For a basic editor (and editors are like processors or video cards when it comes to their followings...

) I like Pinnacle Studio. I have used Magix and one of the base Ulead products too. I will repeat some of what has already been said.
2.8-3.2 Intel with a leaning to Prescott is a good idea for Studio. Studio likes Prescott.
If you go with Studio, actually get a better video card, but a 9600XT towards the high end (for Studio). Studio uses DirectX calls to the GPU, so GPU and video memory matter. 64MB is good, but some Hollywood FX stuff works better with 128 (assuming you get S9 Plus). BUT if you are using lots of FX, it is a lot like using lots of fonts and font sizes in a document. Great for kids (which this is), but considered a rookie thing.
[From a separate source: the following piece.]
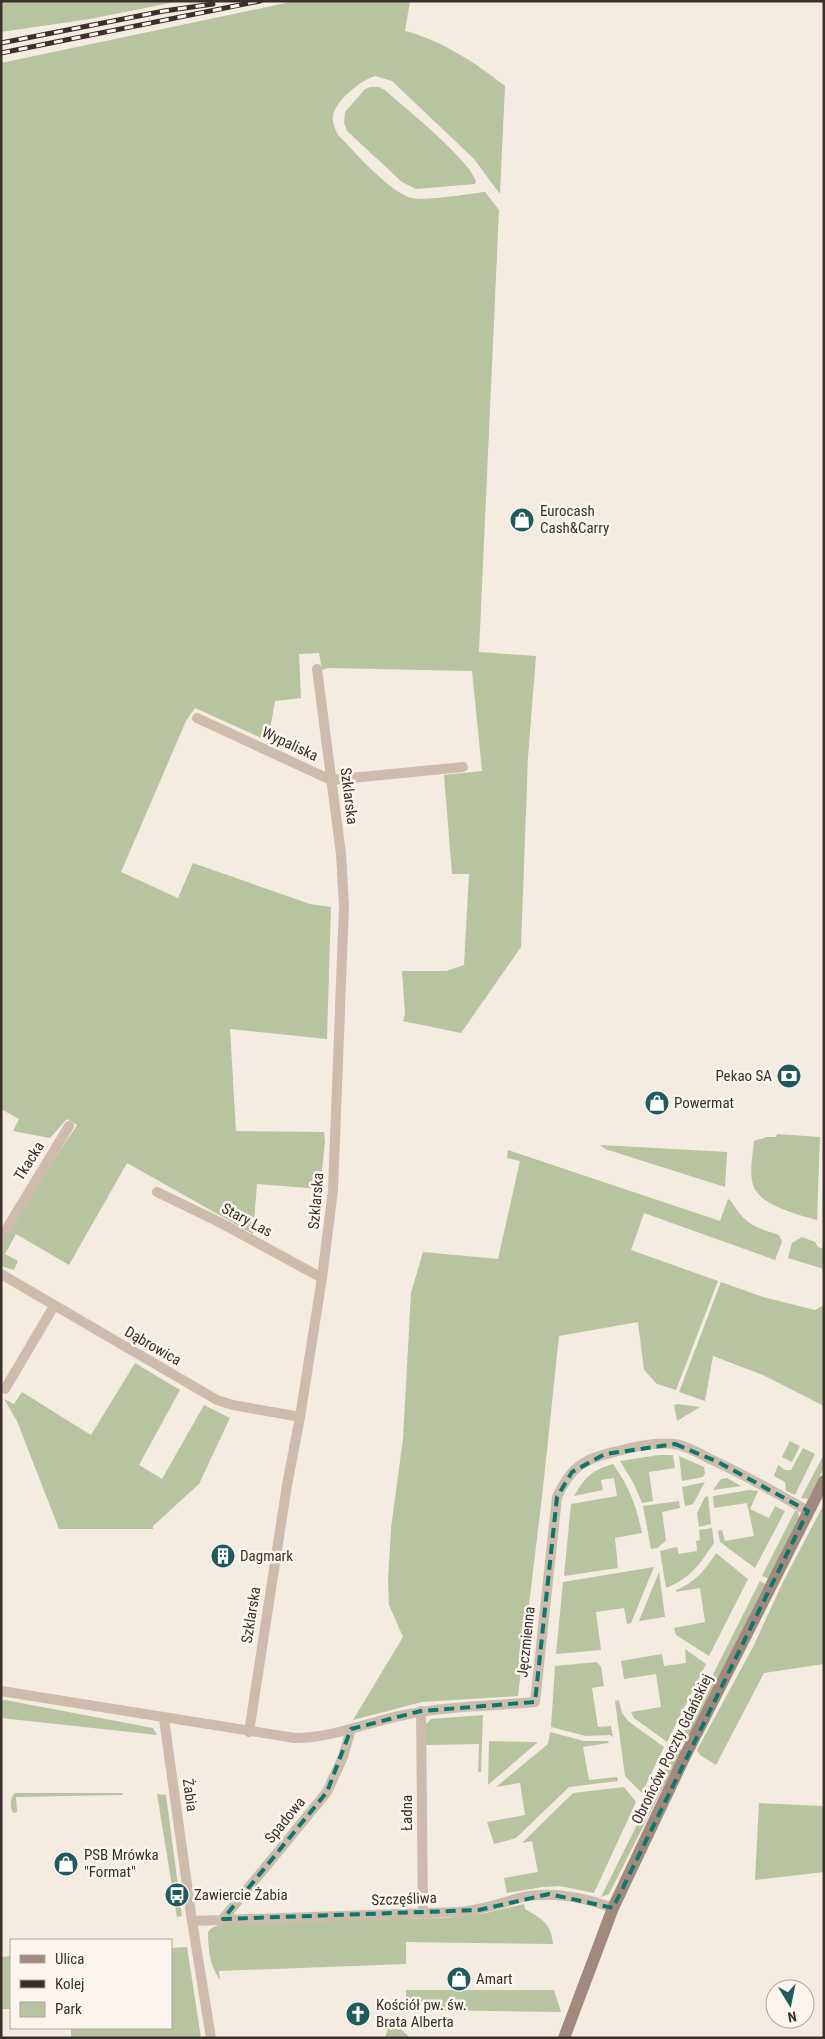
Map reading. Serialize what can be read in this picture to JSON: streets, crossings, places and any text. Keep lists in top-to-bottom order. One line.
{"streets":{"street":["Wypaliska","Szklarska","Tkacka","Stary Las","Dąbrowica","Jęczmienna","Obrońców Poczty Gdańskiej","Żabia","Ładna","Spadowa","Szczęśliwa"]},"crossings":[["Wypaliska","Szklarska"],["Szklarska","Stary Las"],["Szklarska","Dąbrowica"],["Szklarska","Jęczmienna"],["Jęczmienna","Obrońców Poczty Gdańskiej"],["Jęczmienna","Żabia"],["Jęczmienna","Ładna"],["Jęczmienna","Spadowa"],["Obrońców Poczty Gdańskiej","Szczęśliwa"],["Żabia","Szczęśliwa"],["Ładna","Szczęśliwa"],["Spadowa","Szczęśliwa"]],"places":{"shop":["Eurocash Cash&Carry","Powermat","PSB Mrówka \"Format\"","Amart"],"bank":["Pekao SA"],"building":["Dagmark"],"bus stop":["Zawiercie Żabia"],"church":["Kościół pw. św. Brata Alberta"]},"legend":["Ulica","Kolej","Park"],"north":"bottom"}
2 drives most definitely, and I would consider a 200GB as one. 13GB/hour of AVI video. Edit in AVI then convert to MPEG as it cuts and renders much faster and works in realtime better.
512MB of memory is enough with low end editors. Get 1GB though if you can (as you listed), but 512 is a good start.
If you have a DV camera, don't bother with the AIW, but do make sure you have Firewire covered. I would not use the onboard audio, so consider getting a Creative Audigy 2 with a Firewire port. Works quite well. The AIW works OK for capturing Analog Video, but I would go with something like Studio Moviebox DV instead as there are fewer sync issues (vid through AIW, audio through sound card - tape glitch will put A/V out of synch.)
Get a Pioneer 108 or NEC 3500a DVD drive. Either cannot go wrong. My personal pref is the 108, but the NEC with bitsetting for DVD-R and +R has its moments (some older settop DVD players do not understand +R or -R media well - bitsetting is a 'lie' that tells the player that it is a DVD-ROM disc).
If you really want to go nuts, I drool for a Shuttle SB81P (or is it 83 - always forget, too lazy at the moment). Firewire front and back, holds 3 drives, PCI-e16x, 5 1/2 bay, SFF... umm. BUT, I have not seen an editor using one yet.
@DGath - Pinnacle Liquid Edition. I use version 6, which is just out. It is $500 new, but cheaper than Vegas or Premiere. HD built in. Not sure I would recommend it to someone who does not want to commit to editing yet. BUT, a powerful tool. I have a project that we are shipping the DVDs on that was 16 tapes, 23 marching band performances, 3 cameras, and a full 2 DVD set of all the bands. The new multi-cam feature probably saved me 40-60 hours of editing time (at about 150hours+ now).